[8] See Wieser, Die Karte des Bartolomeo Columbo, Innsbruck, 1893. Cuba is not shown on this chart, possibly because Bartolomeo would not do violence to his conscience by representing it as a part of Asia (as his brother believed it to be to the day of his death) after its insularity had been recognised.
[9] The Journal of Christopher Columbus, by C. R. Markham (Hakluyt Society), 1893.
[10] Thus Correa states correctly that the Cape was rounded in November, that is, in the height of summer, but introduces accessory details—perhaps taken from an account of some other voyage (Cabral’s, for instance)—which could only have happened in mid-winter. (See p. [193]).
[11] An excellent translation of Correa’s account of The Three Voyages of Vasco da Gama, by Lord Stanley of Alderley, was published by the Hakluyt Society in 1869. It is accompanied by foot-notes, directing attention to those numerous instances in which Correa differs from other writers.

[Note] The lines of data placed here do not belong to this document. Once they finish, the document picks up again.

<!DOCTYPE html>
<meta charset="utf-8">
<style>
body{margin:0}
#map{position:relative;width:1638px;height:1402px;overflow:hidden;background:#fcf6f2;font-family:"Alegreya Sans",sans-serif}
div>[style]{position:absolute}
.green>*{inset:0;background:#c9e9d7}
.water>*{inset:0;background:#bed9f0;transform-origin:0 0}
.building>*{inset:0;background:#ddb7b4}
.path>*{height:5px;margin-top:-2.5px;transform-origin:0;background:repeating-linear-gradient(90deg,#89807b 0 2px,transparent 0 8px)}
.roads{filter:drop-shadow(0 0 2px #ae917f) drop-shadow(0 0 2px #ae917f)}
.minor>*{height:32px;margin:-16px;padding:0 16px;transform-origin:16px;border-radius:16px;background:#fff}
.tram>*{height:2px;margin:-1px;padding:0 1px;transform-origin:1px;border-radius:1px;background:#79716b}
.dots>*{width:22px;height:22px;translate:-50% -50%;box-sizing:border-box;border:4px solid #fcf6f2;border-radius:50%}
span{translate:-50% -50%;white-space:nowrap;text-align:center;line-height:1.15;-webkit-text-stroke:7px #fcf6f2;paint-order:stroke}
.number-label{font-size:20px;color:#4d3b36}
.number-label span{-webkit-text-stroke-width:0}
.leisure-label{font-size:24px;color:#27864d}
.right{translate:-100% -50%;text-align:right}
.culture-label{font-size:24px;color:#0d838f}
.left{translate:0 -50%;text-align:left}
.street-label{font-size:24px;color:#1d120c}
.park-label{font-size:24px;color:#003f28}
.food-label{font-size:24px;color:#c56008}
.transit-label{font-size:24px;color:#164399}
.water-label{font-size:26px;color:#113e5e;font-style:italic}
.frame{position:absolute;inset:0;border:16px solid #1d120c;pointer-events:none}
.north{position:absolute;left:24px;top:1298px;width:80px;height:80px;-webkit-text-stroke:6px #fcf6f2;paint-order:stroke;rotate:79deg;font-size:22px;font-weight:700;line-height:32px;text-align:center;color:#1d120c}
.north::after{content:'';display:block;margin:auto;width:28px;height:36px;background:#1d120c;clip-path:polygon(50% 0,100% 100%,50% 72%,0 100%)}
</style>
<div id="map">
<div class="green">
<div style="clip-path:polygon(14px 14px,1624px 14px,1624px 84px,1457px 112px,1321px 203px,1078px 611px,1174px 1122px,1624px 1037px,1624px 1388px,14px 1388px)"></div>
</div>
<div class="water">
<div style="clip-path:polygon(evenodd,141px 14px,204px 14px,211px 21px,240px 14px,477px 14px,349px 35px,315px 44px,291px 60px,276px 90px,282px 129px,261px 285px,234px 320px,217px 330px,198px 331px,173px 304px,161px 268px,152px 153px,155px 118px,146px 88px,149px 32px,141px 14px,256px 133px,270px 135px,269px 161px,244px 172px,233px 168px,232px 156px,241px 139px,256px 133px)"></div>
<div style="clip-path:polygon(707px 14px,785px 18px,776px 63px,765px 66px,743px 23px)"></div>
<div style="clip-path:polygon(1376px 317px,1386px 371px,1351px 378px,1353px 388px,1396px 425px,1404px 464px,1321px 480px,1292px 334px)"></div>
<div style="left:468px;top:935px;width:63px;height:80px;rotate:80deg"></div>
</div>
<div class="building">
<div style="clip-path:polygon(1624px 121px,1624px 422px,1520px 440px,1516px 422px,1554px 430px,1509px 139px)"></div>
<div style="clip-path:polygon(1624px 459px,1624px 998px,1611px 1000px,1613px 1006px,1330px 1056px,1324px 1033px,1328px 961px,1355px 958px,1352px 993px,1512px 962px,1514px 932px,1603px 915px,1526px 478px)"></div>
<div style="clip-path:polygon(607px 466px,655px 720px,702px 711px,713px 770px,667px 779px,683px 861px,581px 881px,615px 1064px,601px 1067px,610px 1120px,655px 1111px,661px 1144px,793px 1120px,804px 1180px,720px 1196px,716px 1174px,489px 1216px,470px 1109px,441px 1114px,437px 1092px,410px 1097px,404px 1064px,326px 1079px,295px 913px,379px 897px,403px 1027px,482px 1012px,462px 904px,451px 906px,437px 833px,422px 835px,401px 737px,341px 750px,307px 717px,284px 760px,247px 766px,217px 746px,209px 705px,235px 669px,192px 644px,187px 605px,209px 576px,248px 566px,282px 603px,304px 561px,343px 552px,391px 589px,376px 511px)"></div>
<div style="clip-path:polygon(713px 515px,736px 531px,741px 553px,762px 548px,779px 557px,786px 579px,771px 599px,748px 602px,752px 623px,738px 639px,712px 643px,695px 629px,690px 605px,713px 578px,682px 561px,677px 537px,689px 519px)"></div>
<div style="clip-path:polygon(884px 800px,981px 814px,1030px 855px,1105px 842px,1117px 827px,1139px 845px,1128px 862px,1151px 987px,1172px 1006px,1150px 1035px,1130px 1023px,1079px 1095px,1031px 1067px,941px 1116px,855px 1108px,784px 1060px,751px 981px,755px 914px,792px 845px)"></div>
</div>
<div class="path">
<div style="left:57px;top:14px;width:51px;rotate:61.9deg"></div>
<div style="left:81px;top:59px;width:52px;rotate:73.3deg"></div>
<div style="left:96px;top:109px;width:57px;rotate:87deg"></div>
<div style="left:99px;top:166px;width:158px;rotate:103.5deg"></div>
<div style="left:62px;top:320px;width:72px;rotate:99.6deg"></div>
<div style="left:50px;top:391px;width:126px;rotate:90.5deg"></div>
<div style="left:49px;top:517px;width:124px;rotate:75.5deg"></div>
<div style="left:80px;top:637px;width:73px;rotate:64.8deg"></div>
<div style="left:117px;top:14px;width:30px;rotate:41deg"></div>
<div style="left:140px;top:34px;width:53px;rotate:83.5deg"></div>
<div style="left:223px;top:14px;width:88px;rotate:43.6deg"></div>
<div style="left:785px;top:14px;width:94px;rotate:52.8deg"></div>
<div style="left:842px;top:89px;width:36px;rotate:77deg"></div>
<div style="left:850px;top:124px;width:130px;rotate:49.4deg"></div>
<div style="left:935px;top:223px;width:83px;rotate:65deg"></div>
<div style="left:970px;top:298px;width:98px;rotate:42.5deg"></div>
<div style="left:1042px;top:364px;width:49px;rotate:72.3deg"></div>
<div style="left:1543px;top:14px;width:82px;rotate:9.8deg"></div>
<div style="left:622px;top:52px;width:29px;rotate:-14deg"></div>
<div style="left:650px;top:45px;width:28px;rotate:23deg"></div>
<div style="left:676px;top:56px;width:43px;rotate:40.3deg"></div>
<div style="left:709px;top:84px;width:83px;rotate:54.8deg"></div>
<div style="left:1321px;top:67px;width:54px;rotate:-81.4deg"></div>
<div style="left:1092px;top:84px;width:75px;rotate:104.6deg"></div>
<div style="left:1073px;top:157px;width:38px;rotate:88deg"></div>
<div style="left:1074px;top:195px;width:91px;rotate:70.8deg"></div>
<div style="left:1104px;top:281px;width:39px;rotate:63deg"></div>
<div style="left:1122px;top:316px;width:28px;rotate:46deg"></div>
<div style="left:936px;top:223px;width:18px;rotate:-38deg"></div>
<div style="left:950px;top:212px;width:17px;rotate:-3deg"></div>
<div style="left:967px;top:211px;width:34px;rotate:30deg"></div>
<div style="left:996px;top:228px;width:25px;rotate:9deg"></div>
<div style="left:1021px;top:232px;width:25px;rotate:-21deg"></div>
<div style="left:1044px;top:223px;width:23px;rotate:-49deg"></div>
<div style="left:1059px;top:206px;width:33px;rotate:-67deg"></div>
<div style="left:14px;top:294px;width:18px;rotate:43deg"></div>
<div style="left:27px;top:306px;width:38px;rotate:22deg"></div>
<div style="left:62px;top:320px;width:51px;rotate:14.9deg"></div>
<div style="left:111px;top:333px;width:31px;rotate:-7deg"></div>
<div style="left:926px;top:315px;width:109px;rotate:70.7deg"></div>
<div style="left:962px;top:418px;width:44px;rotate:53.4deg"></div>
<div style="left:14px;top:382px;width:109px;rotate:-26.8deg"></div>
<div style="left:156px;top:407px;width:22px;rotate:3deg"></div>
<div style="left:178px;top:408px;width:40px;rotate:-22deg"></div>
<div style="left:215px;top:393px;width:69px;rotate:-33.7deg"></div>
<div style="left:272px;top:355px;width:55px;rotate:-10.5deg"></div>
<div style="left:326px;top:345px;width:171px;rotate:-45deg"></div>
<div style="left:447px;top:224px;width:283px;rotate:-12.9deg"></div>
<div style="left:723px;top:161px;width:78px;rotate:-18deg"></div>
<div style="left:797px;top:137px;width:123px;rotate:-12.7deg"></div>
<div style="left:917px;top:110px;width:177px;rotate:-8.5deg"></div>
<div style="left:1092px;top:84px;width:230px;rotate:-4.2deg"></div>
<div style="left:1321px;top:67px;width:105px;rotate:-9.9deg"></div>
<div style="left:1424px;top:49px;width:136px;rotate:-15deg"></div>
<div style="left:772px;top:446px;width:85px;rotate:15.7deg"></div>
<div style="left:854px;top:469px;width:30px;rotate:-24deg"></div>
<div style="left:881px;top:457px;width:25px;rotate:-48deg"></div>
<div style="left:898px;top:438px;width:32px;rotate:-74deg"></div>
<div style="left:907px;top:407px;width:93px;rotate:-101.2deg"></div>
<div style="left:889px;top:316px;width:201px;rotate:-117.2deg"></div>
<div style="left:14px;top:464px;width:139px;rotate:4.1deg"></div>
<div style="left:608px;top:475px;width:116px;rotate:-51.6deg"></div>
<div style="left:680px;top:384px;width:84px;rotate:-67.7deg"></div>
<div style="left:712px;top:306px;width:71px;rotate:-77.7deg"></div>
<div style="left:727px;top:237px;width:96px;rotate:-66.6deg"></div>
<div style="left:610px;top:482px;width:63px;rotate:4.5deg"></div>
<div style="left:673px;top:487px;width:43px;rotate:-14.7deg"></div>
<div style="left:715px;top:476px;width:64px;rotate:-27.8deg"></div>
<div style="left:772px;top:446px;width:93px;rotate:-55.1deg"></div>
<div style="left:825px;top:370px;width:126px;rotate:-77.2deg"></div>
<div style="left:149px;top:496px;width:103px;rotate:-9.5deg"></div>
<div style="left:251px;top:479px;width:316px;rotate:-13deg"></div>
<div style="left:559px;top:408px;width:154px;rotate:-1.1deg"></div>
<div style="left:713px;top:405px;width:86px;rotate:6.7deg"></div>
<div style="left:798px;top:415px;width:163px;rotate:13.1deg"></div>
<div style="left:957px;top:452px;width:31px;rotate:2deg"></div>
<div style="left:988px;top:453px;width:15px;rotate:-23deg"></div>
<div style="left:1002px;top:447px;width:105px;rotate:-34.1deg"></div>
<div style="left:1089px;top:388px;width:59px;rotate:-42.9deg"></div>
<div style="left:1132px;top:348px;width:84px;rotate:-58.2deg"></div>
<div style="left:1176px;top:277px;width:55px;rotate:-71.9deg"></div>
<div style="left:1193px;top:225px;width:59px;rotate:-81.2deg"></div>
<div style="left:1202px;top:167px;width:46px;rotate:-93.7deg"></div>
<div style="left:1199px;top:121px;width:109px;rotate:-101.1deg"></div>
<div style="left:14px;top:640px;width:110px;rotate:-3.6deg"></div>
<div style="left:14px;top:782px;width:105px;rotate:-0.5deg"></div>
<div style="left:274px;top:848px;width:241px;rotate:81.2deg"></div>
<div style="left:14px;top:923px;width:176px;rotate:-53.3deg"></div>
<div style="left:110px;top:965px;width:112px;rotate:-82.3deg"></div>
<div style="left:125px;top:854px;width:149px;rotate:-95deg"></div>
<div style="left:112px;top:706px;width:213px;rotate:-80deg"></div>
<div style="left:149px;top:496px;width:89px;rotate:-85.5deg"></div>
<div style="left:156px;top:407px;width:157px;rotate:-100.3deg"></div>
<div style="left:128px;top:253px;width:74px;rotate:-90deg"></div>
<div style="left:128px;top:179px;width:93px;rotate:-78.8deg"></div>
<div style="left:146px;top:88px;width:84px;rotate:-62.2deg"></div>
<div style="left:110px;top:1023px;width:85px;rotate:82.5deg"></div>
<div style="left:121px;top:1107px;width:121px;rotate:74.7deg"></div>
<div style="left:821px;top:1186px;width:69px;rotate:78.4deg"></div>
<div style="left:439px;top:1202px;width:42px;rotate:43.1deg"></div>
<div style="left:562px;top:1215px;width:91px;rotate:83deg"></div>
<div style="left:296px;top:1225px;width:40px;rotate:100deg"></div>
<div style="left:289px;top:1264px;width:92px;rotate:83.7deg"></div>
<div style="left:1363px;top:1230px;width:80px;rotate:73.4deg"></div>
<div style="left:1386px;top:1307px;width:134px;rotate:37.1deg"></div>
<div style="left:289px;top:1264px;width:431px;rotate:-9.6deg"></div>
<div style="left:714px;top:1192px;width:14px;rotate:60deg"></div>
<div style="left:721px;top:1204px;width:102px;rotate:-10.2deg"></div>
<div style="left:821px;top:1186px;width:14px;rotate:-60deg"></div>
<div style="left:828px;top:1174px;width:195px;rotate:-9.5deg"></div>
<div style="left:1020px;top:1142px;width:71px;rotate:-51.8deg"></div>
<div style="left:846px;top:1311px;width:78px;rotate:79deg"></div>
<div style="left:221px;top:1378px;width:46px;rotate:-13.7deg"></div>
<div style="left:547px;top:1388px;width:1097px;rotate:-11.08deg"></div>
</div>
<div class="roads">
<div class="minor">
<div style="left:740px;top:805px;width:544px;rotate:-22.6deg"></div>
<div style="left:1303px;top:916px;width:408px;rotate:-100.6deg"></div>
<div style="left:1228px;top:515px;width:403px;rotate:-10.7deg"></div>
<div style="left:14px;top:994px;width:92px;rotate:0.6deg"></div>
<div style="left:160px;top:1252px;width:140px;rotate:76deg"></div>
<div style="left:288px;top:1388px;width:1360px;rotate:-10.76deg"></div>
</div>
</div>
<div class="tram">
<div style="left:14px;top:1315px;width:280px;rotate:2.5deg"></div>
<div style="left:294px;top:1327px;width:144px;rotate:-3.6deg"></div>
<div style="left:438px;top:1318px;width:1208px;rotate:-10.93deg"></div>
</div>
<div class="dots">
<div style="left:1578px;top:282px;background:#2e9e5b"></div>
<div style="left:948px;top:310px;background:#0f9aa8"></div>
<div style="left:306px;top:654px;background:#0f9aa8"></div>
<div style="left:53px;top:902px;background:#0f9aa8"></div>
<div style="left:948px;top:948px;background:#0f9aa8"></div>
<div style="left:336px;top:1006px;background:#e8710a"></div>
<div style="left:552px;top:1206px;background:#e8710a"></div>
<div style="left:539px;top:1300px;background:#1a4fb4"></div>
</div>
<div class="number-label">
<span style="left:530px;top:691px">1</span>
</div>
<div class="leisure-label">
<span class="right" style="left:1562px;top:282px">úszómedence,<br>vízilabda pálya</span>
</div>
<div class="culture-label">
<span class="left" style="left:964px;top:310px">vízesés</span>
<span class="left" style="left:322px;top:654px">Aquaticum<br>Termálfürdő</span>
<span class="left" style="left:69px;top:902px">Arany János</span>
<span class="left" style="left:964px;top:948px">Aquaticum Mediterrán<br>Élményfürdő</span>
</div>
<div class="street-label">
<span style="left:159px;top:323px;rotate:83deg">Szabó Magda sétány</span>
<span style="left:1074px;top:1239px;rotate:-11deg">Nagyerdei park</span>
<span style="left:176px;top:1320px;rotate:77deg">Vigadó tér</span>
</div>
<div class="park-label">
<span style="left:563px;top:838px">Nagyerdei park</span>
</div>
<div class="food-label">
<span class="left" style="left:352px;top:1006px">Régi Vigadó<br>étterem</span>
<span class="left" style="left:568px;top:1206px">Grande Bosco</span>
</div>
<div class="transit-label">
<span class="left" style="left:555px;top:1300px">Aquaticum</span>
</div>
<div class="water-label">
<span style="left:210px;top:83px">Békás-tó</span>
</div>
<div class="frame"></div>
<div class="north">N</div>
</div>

[12] Most of the documents discovered on these occasions were made known by Texeira de Aragão and Luciano Cordeiro, to whose published works frequent reference will be made.

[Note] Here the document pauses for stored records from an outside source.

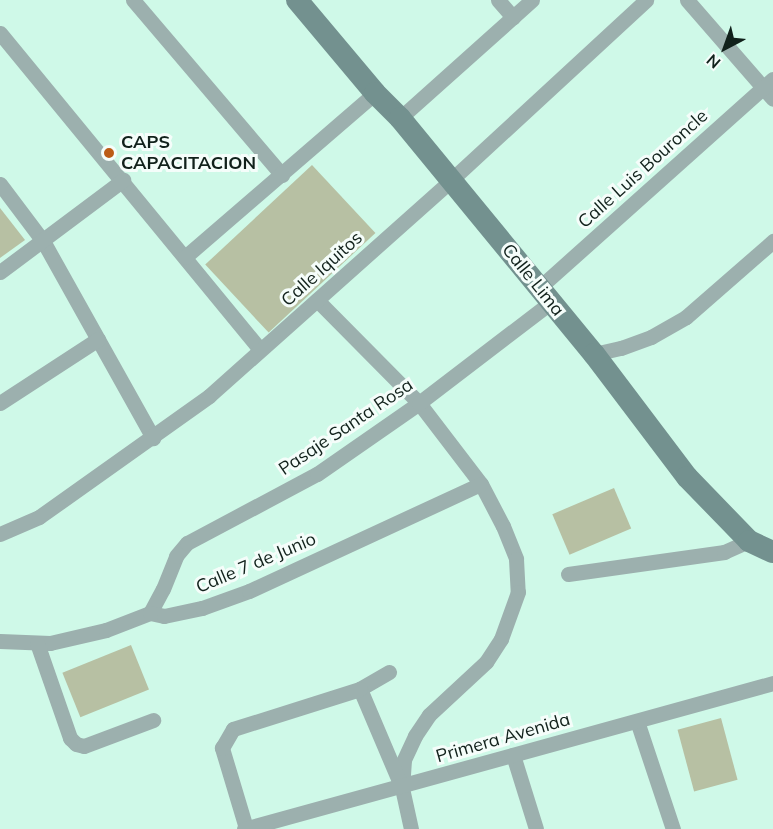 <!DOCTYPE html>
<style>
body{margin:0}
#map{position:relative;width:773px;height:829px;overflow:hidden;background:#cff9e8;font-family:Mulish,sans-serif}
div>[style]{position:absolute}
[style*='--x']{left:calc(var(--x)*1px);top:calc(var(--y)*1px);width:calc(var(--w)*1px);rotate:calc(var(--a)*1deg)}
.green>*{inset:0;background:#b7c0a3;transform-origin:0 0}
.street>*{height:15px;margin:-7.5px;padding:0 7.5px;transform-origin:7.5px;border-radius:7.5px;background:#9cb0ae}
.secondary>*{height:22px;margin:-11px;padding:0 11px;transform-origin:11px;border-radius:11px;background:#73918f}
.dots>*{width:16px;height:16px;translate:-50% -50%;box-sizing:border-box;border:3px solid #f5fdfa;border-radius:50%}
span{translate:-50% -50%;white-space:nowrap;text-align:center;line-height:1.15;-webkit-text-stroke:6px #f5fdfa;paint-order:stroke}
.poi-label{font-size:18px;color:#11211b;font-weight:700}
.left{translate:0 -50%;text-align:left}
.street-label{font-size:18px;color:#11211b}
.north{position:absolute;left:695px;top:18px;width:60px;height:60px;-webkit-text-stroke:4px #f5fdfa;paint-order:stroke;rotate:221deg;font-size:16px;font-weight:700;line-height:24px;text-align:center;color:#11211b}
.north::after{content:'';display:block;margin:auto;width:21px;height:27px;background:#11211b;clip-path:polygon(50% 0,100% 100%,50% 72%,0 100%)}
</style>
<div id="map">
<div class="green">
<div style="left:312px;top:165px;width:93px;height:146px;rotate:47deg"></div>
<div style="clip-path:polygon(0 208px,25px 240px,0 258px)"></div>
<div style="left:614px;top:488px;width:44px;height:67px;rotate:67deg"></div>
<div style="left:131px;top:645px;width:48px;height:74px;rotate:68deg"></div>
<div style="left:721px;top:718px;width:64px;height:45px;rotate:75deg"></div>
</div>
<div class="street">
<div style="--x:133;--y:0;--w:230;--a:49.6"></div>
<div style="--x:498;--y:0;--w:23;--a:49"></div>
<div style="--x:687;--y:0;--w:131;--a:49"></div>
<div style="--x:0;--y:33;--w:409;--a:50.6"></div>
<div style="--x:400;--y:118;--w:177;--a:-41.8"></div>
<div style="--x:0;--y:184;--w:71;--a:53"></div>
<div style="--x:43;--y:241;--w:226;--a:60.8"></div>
<div style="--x:185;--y:257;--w:251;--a:-40.8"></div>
<div style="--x:0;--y:272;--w:154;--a:-36.8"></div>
<div style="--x:540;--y:287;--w:312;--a:-41.8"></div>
<div style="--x:317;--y:300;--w:145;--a:45.3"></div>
<div style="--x:419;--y:403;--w:102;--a:52.6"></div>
<div style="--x:481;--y:484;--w:47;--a:62.4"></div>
<div style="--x:503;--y:526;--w:35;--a:68"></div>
<div style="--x:516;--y:559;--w:33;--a:87"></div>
<div style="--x:518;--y:592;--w:50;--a:109.9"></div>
<div style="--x:501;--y:639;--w:27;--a:123"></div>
<div style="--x:486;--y:662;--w:78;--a:137.1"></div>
<div style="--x:429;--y:715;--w:25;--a:124"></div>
<div style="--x:415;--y:736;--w:26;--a:115"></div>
<div style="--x:404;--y:760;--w:28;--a:94"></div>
<div style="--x:594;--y:354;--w:28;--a:-13"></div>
<div style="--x:621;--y:348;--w:32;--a:-20"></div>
<div style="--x:651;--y:337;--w:40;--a:-29.7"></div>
<div style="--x:686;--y:317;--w:116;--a:-41.1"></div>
<div style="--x:0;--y:403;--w:117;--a:-33.1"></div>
<div style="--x:0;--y:534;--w:43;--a:-23.6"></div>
<div style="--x:39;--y:517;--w:209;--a:-35.4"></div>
<div style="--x:209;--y:396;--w:323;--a:-41.7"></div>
<div style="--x:450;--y:181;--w:267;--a:-42.7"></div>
<div style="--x:568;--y:574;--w:158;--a:-8"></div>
<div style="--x:724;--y:552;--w:27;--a:-24"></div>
<div style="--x:150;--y:613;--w:27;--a:-62"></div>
<div style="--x:163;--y:589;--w:35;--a:-68"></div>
<div style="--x:176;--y:556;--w:17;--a:-50"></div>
<div style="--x:187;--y:543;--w:147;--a:-28"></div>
<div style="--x:317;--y:474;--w:124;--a:-34.8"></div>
<div style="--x:419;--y:403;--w:166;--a:-37.4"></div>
<div style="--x:0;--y:641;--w:50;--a:2.3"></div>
<div style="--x:50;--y:643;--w:57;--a:-13.1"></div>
<div style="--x:106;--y:630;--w:47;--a:-21.1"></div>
<div style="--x:150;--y:613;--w:14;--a:12"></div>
<div style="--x:164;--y:616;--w:39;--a:-12"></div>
<div style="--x:202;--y:608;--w:50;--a:-19.9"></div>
<div style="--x:249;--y:591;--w:255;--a:-24.8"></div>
<div style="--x:37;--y:643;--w:101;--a:70.8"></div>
<div style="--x:70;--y:738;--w:8;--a:45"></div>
<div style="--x:76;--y:744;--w:8;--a:14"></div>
<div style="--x:84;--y:746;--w:74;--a:-20.6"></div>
<div style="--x:389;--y:672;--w:34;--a:150"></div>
<div style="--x:360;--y:689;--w:108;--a:67"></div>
<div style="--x:402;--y:788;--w:42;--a:77.6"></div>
<div style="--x:637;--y:721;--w:114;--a:71.6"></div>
<div style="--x:513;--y:755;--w:77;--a:72.7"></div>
<div style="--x:246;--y:828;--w:84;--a:-106.7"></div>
<div style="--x:222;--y:748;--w:22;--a:-60"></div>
<div style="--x:233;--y:729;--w:133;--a:-17.5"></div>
<div style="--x:244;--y:829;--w:549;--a:-15.43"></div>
</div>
<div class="secondary">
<div style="--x:297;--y:0;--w:121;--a:50"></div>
<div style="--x:375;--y:93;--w:35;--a:45"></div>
<div style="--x:400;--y:118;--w:306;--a:50.6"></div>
<div style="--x:594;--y:354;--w:154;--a:52.9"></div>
<div style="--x:687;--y:477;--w:89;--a:45.9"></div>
<div style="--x:749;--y:541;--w:26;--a:25"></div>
</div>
<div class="dots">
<div style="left:109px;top:153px;background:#bc5c16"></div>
</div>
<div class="poi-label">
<span class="left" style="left:121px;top:153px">CAPS<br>CAPACITACION</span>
</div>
<div class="street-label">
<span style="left:643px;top:169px;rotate:-42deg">Calle Luis Bouroncle</span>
<span style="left:322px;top:269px;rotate:-42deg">Calle Iquitos</span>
<span style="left:533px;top:280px;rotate:51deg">Calle Lima</span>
<span style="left:346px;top:427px;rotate:-34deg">Pasaje Santa Rosa</span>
<span style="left:256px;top:563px;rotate:-23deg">Calle 7 de Junio</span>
<span style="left:503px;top:738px;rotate:-16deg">Primera Avenida</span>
</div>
<div class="north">N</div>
</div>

[13] Roteiro, prim. edição, p. xix.
[14] Roteiro, seg. edição, p. xii.
[15] Prof. Kopke (Roteiro, prim. ed., pp. ix-xiv) deals much more fully with this subject. We have been content to give the substance of his remarks.
[16] See livro I, c. xxvii, of the first edition (1551) of his Historia. In the edition of 1554 this passage is suppressed, but further particulars of the voyage are not given.
[17] For a conclusive proof of this see p. [2]. After the S. Raphael had been broken up, the author may have been transferred to Coelho’s vessel, and have returned in her.